Serbian tennis great Novak Djokovic will wed longtime girlfriend Jelena Ristic on Thursday in a civil ceremony at a plush resort on the Adriatic coast, a source close to the family said Wednesday.
"The civil wedding will take place at Kraljicina (Queen's) beach," the source, who requested anonymity, told AFP.
He added that the religious ceremony would take place two days later with only family and close friends invited.
Serbian tennis player Novak Djokovic (C), greeted by his security officer, enters a vehicle after landing at Tivat airport on July 8, 2014. AFP
Kraljicina is located close to Sveti Stefan islet, a luxury property in Montenegro bordered by tree-lined hills where Djokovic and his guests are staying.
Local media had reported earlier this week that the 27-year-old, who won his second Wimbledon title on Sunday, would tie the knot with Ristic on Wednesday.
The couple, who are expecting their first child later this year, arrived on Tuesday in Montenegro where they were welcomed by members of his family.

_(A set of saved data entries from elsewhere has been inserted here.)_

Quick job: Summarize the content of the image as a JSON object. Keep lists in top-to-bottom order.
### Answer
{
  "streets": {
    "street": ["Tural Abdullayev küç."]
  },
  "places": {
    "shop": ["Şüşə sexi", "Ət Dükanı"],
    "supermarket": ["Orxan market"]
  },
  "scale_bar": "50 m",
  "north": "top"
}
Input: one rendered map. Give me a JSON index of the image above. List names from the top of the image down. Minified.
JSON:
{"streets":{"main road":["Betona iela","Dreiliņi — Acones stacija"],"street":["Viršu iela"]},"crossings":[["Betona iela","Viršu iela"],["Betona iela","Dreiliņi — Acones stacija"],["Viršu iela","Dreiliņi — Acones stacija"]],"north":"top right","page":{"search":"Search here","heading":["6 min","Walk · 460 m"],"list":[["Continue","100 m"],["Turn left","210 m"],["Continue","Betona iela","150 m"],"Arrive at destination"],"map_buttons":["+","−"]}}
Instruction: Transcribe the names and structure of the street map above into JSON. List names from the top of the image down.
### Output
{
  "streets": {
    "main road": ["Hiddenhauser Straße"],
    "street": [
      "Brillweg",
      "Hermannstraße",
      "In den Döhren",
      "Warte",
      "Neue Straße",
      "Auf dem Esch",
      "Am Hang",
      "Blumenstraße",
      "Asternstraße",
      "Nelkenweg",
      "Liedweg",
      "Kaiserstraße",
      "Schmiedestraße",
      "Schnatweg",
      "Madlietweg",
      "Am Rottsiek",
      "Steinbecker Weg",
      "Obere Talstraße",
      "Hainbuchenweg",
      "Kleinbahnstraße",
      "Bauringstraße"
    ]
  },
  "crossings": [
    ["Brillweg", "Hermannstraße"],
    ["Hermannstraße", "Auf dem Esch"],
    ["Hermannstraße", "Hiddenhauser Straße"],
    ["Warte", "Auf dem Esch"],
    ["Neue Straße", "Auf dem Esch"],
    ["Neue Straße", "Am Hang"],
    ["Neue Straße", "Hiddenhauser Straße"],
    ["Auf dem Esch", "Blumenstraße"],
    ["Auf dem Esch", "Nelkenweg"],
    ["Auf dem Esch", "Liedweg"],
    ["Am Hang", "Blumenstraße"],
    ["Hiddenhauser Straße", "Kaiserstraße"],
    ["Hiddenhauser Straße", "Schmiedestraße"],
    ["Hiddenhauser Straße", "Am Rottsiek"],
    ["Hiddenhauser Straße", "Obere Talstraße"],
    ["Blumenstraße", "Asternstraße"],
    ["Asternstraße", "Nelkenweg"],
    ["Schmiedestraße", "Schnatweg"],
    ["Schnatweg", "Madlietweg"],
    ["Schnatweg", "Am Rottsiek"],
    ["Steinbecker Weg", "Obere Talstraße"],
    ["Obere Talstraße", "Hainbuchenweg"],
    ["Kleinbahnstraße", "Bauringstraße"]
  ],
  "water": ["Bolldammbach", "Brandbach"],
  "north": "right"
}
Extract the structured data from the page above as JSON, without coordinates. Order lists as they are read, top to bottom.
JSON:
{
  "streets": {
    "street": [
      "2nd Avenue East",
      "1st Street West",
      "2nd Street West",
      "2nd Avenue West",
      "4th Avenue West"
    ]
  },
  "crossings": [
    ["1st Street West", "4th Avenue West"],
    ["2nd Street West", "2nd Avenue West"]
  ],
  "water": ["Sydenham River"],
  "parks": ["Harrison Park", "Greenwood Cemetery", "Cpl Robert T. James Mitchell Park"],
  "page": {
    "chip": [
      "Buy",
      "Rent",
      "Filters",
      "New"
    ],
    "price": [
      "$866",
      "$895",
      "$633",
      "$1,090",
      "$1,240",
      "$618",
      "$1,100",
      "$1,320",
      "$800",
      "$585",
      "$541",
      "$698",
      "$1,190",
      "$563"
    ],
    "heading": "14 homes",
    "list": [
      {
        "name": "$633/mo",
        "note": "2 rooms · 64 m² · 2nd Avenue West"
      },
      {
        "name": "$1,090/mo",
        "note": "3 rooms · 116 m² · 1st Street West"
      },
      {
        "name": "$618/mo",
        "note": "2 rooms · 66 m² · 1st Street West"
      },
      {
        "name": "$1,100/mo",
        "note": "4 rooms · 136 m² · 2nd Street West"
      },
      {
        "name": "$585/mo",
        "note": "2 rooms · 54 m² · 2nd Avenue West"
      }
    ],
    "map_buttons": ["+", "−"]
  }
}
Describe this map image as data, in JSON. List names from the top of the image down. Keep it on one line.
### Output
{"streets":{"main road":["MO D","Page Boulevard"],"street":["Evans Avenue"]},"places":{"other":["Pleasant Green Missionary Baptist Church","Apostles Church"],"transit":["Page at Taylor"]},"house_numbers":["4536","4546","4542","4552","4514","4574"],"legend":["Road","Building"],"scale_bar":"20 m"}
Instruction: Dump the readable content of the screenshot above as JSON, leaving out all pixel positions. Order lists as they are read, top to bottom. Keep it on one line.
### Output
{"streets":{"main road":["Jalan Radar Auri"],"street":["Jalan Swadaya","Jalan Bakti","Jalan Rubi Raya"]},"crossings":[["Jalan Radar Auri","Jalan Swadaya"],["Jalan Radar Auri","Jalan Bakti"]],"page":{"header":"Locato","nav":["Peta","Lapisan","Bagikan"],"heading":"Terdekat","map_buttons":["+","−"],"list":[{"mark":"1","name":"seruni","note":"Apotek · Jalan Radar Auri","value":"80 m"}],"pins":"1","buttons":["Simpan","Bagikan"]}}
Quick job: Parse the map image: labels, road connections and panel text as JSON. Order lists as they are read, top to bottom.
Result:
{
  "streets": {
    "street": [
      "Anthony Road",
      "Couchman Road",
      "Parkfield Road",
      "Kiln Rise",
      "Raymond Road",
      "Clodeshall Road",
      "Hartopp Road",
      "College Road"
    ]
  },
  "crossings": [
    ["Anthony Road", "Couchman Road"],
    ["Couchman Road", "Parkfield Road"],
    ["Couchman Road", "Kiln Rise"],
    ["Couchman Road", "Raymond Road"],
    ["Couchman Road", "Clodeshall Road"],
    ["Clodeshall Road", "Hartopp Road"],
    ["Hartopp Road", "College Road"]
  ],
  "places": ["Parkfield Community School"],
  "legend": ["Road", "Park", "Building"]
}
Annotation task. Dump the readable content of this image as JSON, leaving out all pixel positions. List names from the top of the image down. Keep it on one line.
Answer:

AFP reporters at the scene said Sveti Stefan and Kraljicina beach were closed off to the public to prevent possible intruders or paparazzi.
Jelena Ristic, longtime girlfriend and future wife of Serbian tennis player Novak Djokovic, enters a vehicle after landing at Tivat airport on July 8, 2014. AFP
Security officers, dressed in civilian clothes, have been deployed in the area since Tuesday to ensure that the privacy sought by Djokovic is respected.
Tourists can freely access two beaches facing the islet but they are not allowed to cross the bridge to sit or walk the paths through a pine forest leading to the Kraljicina beach, according to AFP journalists at the scene.
Belgrade daily Blic reported that employees at the Sveti Stefan resort have signed a written pledge not to disclose any details relating to the wedding.
They are also forbidden from bringing any cameras or mobile phones to the islet, connected with the mainland by a stony strip.
Serbian tennis player Novak Djokovic (R) enters a vehicle after landing at Tivat airport on July 8, 2014. AFP
Media reports said 140 people had been invited to the wedding, including Djokovic's coaches Boris Becker and Marjan Vajda, as well as fellow tennis players Maria Sharapova and Andy Murray.
The event will reportedly cost some 500,000 euros ($680,000).
Djokovic meanwhile is said to have been paid 500,000 euros by British magazine Hello for exclusive photo rights of the wedding, an amount he has pledged to donate to charity.
The world number one, who dedicated his Wimbledon title to his future wife and child, said he would "now close a tennis chapter for a while."
"A lot of great moments are ahead of me: marriage, becoming a father in a few months ... I am going to enjoy spending time with my family and my future wife," Djokovic told reporters.
On Wednesday, on the mountain overlooking Sveti Stefan a sign which can be seen from the islet, was installed reading in capital letters: "There was a good reason for him to be born," a verse of famous Montenegrin poet and ruler from the 19th century Petar Petrovic Njegos in a reference to Djokovic."
- Luxurious Adriatic resort -The rocky islet of Sveti Stefan, which lies on 12,400 square meters (133,000 square feet), is one of the most luxurious resorts on the Adriatic coast.
A fortified village built in the 15th century to defend the mainland from a possible intrusion by Turkish soldiers, it became an islet for fishermen after the fall of the Ottoman empire.
In post-World War II communist Yugoslavia, the villagers were moved to the mainland and the islet became an exclusive resort for celebrity guests of then Yugoslav leader Josip Broz Tito.
Many international film stars, among them Elizabeth Taylor, Richard Burton, Orson Welles and Kirk Douglas, frequented the resort in the 1960s and 1970s.
It came under the world spotlight again with the 1992 match between former world chess champions Bobby Fischer and Boris Spassky, the first appearance by the reclusive US player after two decades.
Fischer, who won the match over the Russian master and his main rival, defied US and international sanctions imposed on then Yugoslavia for its role in the 1990s Balkan wars.
The resort is now managed by international chain Aman Resorts.